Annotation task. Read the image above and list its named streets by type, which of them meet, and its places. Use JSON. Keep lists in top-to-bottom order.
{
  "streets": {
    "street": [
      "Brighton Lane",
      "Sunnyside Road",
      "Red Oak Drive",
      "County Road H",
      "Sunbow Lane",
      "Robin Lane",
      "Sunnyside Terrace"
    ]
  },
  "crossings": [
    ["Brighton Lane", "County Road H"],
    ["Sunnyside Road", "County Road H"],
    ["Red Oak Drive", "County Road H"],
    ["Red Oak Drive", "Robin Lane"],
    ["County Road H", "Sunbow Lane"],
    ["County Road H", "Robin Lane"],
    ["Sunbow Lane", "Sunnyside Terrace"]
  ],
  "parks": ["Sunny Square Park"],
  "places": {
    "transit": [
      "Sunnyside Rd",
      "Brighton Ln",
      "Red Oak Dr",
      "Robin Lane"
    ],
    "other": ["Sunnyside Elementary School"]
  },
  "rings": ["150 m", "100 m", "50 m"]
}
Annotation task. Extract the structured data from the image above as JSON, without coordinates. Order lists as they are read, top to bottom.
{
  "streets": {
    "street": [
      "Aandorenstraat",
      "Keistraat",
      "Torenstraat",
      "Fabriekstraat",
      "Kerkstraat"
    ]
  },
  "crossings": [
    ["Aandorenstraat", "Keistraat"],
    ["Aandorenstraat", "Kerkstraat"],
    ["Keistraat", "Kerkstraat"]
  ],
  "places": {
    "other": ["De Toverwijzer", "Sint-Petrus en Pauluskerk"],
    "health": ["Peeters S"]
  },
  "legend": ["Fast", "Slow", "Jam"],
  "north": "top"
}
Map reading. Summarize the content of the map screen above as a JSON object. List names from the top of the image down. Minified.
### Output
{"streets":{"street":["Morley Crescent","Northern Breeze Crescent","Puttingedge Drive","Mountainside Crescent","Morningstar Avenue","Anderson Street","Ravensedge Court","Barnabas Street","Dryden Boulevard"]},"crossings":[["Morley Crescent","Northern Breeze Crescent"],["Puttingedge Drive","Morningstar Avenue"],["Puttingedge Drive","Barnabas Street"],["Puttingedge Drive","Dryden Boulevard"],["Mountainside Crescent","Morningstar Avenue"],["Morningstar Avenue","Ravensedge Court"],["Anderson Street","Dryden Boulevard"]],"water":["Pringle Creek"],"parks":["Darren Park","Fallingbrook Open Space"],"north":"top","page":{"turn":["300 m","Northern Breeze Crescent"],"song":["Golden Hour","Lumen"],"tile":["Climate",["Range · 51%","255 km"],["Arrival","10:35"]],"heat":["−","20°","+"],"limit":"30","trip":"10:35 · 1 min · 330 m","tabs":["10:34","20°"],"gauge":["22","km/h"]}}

********************

What the exercise asks
Restate the records above word for word.

Solution for this task
Annotation task. Read the image above and list its named streets by type, which of them meet, and its places. Use JSON. Keep lists in top-to-bottom order.
{
  "streets": {
    "street": [
      "Brighton Lane",
      "Sunnyside Road",
      "Red Oak Drive",
      "County Road H",
      "Sunbow Lane",
      "Robin Lane",
      "Sunnyside Terrace"
    ]
  },
  "crossings": [
    ["Brighton Lane", "County Road H"],
    ["Sunnyside Road", "County Road H"],
    ["Red Oak Drive", "County Road H"],
    ["Red Oak Drive", "Robin Lane"],
    ["County Road H", "Sunbow Lane"],
    ["County Road H", "Robin Lane"],
    ["Sunbow Lane", "Sunnyside Terrace"]
  ],
  "parks": ["Sunny Square Park"],
  "places": {
    "transit": [
      "Sunnyside Rd",
      "Brighton Ln",
      "Red Oak Dr",
      "Robin Lane"
    ],
    "other": ["Sunnyside Elementary School"]
  },
  "rings": ["150 m", "100 m", "50 m"]
}
Annotation task. Extract the structured data from the image above as JSON, without coordinates. Order lists as they are read, top to bottom.
{
  "streets": {
    "street": [
      "Aandorenstraat",
      "Keistraat",
      "Torenstraat",
      "Fabriekstraat",
      "Kerkstraat"
    ]
  },
  "crossings": [
    ["Aandorenstraat", "Keistraat"],
    ["Aandorenstraat", "Kerkstraat"],
    ["Keistraat", "Kerkstraat"]
  ],
  "places": {
    "other": ["De Toverwijzer", "Sint-Petrus en Pauluskerk"],
    "health": ["Peeters S"]
  },
  "legend": ["Fast", "Slow", "Jam"],
  "north": "top"
}
Map reading. Summarize the content of the map screen above as a JSON object. List names from the top of the image down. Minified.
### Output
{"streets":{"street":["Morley Crescent","Northern Breeze Crescent","Puttingedge Drive","Mountainside Crescent","Morningstar Avenue","Anderson Street","Ravensedge Court","Barnabas Street","Dryden Boulevard"]},"crossings":[["Morley Crescent","Northern Breeze Crescent"],["Puttingedge Drive","Morningstar Avenue"],["Puttingedge Drive","Barnabas Street"],["Puttingedge Drive","Dryden Boulevard"],["Mountainside Crescent","Morningstar Avenue"],["Morningstar Avenue","Ravensedge Court"],["Anderson Street","Dryden Boulevard"]],"water":["Pringle Creek"],"parks":["Darren Park","Fallingbrook Open Space"],"north":"top","page":{"turn":["300 m","Northern Breeze Crescent"],"song":["Golden Hour","Lumen"],"tile":["Climate",["Range · 51%","255 km"],["Arrival","10:35"]],"heat":["−","20°","+"],"limit":"30","trip":"10:35 · 1 min · 330 m","tabs":["10:34","20°"],"gauge":["22","km/h"]}}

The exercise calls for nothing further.